In another lawsuit filed in December 2022, TMA specifically challenged the first IFR, once again focusing on the importance of the QPA in the IDR process. Specifically, the TMA alleged that the rule “artificially deflates” the QPA, resulting in unfairly low reimbursements for providers.
In the latest suit, TMA alleges the arbitration process favors insurers due to “boosted administrative fees,” which can impede upon a provider’s ability to obtain fair and reasonable reimbursement. The “boosted administrative fees” refer to guidance released a few months ago that increases the administrative fee for participating in the federal IDR process in 2023 as well as the allowable ranges for certified IDRE fees related to “single and batched determinations.” Under the new guidance, the administrative fee for the IDR process is increasing from $50 to $350 per party.
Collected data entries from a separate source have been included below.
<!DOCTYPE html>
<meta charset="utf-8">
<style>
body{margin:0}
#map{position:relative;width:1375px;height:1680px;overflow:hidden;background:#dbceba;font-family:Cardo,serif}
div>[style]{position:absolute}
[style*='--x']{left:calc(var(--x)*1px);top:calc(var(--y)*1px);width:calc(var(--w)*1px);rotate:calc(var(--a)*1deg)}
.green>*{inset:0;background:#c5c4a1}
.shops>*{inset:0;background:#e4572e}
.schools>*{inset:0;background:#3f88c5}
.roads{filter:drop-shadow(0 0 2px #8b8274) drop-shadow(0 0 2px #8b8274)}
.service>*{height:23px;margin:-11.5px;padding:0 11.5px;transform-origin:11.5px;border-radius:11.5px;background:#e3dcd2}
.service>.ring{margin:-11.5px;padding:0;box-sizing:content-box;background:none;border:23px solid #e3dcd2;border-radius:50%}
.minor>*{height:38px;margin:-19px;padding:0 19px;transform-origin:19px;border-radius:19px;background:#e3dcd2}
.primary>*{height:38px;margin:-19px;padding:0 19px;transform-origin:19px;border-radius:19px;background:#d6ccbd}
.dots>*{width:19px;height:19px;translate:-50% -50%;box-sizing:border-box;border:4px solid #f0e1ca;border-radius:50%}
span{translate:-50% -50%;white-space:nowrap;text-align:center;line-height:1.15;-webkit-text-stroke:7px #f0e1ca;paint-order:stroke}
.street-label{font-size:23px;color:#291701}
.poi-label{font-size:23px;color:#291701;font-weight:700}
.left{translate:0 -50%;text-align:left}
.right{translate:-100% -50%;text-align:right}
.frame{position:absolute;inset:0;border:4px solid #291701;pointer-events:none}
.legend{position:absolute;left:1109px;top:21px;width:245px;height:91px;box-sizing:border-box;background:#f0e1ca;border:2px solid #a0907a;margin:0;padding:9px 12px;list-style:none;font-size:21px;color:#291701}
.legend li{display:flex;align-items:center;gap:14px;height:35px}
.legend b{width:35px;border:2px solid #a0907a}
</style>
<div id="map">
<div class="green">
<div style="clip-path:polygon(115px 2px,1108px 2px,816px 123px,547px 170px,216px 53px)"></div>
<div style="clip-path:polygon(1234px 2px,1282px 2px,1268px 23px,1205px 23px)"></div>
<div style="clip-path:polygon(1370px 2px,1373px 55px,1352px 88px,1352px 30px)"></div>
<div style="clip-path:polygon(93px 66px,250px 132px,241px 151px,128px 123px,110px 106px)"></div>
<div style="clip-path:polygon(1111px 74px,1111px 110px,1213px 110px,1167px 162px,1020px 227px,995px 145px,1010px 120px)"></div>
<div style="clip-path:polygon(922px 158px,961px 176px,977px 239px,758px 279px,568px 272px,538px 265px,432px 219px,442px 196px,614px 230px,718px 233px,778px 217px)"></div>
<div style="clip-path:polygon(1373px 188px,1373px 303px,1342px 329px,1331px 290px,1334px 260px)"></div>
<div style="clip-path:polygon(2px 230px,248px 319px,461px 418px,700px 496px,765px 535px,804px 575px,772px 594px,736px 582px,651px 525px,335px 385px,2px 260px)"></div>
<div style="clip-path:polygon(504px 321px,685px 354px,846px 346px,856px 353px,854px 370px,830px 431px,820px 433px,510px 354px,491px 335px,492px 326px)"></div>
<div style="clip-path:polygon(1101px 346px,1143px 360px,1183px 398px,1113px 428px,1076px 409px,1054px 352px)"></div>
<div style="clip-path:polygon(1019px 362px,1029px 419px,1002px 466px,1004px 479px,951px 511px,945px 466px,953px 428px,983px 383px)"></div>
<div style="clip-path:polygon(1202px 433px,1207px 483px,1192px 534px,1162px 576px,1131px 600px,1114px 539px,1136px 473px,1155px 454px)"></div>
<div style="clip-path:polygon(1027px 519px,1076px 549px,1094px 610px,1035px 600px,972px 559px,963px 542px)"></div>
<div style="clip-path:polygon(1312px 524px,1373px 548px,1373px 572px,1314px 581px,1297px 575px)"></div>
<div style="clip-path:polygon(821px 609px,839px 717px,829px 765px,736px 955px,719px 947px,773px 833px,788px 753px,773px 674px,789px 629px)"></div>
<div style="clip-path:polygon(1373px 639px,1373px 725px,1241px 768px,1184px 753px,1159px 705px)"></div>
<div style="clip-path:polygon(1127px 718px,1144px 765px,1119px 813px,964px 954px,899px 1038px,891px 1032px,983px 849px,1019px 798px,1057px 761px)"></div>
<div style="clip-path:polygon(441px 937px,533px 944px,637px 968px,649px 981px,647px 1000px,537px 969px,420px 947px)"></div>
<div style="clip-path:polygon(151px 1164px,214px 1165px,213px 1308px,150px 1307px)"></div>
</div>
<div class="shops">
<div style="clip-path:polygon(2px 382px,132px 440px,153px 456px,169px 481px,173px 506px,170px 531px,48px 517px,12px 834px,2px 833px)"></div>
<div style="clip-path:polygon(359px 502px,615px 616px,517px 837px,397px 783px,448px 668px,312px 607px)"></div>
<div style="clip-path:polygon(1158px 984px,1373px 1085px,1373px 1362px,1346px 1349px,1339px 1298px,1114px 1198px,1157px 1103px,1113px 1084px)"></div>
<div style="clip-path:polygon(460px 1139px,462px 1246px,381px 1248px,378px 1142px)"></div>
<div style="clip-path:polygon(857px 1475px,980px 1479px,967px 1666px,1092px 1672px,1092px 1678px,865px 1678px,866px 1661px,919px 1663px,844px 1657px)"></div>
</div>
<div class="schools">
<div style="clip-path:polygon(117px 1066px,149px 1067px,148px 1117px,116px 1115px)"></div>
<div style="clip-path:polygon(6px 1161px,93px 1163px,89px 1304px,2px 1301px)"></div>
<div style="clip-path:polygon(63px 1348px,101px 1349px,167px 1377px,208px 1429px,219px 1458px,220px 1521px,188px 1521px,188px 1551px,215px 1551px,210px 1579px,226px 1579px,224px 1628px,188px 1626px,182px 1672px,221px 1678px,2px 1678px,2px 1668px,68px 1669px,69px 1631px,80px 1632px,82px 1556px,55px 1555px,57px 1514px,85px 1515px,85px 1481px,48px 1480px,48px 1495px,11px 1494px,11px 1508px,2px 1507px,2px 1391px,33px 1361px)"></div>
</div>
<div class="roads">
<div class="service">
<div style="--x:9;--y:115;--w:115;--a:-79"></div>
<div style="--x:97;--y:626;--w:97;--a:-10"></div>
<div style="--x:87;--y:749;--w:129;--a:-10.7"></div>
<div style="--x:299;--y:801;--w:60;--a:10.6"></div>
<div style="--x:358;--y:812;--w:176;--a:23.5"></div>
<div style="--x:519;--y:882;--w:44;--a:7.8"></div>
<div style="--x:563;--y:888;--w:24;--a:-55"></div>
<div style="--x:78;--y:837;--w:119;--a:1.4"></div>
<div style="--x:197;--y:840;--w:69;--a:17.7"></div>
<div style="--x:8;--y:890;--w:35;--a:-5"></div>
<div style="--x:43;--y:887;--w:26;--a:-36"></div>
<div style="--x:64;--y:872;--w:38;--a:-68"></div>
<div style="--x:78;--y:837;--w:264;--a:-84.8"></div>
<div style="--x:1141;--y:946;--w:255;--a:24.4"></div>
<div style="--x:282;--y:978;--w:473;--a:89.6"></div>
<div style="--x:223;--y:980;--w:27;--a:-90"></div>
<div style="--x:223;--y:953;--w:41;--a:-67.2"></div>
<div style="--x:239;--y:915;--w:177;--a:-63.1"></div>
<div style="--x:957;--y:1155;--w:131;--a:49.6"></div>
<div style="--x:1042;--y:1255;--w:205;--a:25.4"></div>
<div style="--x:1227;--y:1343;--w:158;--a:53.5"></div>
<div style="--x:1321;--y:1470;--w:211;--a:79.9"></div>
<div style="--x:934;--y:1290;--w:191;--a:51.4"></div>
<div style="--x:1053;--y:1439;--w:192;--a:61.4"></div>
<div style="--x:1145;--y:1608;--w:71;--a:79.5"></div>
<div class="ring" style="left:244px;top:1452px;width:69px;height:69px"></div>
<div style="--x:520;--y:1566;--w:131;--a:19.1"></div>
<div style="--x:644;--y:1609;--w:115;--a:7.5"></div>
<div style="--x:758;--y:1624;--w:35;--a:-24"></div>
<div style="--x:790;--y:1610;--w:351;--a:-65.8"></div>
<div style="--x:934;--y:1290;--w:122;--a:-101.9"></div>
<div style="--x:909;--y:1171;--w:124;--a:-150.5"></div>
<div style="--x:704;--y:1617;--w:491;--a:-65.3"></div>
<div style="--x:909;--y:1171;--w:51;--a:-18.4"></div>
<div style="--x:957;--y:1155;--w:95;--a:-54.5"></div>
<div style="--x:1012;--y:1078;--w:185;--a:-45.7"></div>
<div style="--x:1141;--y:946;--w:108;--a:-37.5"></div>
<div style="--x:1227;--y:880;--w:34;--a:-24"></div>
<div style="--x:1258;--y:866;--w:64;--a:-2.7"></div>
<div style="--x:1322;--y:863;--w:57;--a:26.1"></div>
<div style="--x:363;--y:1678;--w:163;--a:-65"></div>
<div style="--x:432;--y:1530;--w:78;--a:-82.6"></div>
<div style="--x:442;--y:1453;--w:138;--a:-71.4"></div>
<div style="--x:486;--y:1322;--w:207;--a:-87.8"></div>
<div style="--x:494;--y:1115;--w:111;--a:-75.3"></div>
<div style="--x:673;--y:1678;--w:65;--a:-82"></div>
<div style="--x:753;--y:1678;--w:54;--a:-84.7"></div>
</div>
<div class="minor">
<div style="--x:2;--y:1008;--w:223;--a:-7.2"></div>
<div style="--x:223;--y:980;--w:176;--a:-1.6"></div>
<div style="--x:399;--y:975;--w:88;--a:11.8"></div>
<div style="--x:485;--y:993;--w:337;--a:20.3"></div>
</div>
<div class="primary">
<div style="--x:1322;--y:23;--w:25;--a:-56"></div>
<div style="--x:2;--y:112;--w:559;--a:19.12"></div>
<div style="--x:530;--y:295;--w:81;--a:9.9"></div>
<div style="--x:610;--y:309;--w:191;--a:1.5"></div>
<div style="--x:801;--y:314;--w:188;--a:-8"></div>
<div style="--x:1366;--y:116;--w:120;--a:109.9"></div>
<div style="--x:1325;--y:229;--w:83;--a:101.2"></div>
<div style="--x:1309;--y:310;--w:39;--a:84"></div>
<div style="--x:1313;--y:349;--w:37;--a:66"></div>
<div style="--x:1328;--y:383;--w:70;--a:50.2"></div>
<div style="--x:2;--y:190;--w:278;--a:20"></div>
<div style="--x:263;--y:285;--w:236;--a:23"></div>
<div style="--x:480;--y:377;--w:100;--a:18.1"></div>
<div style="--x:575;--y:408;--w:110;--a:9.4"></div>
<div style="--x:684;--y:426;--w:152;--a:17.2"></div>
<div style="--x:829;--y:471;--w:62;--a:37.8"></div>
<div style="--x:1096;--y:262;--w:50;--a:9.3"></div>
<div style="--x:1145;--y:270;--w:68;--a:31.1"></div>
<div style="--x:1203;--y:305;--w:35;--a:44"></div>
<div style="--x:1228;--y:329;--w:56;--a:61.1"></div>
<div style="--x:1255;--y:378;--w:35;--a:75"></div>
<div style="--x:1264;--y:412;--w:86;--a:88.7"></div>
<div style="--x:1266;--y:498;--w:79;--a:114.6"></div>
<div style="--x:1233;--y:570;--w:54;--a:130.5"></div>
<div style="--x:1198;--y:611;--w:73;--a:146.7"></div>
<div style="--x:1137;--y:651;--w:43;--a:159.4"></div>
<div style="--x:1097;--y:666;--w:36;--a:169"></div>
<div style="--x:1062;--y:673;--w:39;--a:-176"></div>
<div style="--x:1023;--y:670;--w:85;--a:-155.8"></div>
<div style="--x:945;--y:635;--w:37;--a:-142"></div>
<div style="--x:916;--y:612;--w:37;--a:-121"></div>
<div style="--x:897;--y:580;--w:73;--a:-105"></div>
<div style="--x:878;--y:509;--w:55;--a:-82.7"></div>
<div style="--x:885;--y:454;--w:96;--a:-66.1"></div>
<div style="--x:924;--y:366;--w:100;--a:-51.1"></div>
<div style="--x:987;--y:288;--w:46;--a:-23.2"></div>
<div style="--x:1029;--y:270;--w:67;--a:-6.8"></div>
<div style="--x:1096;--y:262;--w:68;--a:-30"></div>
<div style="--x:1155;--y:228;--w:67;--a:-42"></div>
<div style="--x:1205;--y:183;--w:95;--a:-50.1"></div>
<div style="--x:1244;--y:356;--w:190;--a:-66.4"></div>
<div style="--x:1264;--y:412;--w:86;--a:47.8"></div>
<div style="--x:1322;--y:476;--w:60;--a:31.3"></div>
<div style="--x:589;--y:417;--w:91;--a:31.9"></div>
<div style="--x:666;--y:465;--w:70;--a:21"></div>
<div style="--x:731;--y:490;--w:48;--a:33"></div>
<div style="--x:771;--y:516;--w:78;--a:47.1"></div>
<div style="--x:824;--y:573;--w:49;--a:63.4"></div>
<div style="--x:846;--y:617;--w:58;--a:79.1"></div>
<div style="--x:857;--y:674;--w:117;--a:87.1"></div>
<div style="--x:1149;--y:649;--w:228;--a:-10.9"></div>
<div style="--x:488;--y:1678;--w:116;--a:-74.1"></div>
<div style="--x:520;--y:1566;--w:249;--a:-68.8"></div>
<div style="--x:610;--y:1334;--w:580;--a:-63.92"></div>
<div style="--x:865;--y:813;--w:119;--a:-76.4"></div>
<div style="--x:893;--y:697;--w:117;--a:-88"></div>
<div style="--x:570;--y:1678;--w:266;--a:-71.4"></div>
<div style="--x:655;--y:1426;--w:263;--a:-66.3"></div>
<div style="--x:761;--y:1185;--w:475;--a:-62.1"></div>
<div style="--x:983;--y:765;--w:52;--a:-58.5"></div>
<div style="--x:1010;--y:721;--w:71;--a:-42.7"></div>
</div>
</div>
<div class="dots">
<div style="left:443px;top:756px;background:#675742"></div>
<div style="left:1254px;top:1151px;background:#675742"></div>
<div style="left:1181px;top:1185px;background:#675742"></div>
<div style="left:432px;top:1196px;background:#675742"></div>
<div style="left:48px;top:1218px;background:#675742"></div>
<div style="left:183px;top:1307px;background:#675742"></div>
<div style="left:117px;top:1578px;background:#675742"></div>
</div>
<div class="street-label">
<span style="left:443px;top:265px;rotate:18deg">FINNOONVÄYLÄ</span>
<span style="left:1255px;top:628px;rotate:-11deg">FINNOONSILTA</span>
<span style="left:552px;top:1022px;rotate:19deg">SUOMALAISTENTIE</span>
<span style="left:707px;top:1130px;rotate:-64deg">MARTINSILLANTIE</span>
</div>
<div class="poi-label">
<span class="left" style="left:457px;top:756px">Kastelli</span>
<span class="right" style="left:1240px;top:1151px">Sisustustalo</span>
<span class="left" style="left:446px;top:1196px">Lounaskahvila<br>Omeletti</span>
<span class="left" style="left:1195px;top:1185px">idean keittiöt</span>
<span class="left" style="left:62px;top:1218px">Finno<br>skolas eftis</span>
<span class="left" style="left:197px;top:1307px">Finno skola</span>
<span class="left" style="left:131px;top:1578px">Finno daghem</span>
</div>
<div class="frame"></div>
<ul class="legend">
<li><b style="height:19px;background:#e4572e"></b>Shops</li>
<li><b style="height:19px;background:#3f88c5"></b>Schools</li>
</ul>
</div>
Like he did last year, Judge Kernodle once again sided with TMA and vacated the provisions of the regulations that prioritize the QPA. As a result of this decision, the departments announced that they are in the process of evaluating and updating federal IDR process guidance, systems and related documents to make them consistent with the TMA II decision. Effective immediately, CMS announced that certified IDREs should not issue new payment determinations until receiving further guidance Additionally, IDREs should also recall any payment determinations issued on or after February 6, 2023 (the date of Judge Kernodle’s ruling).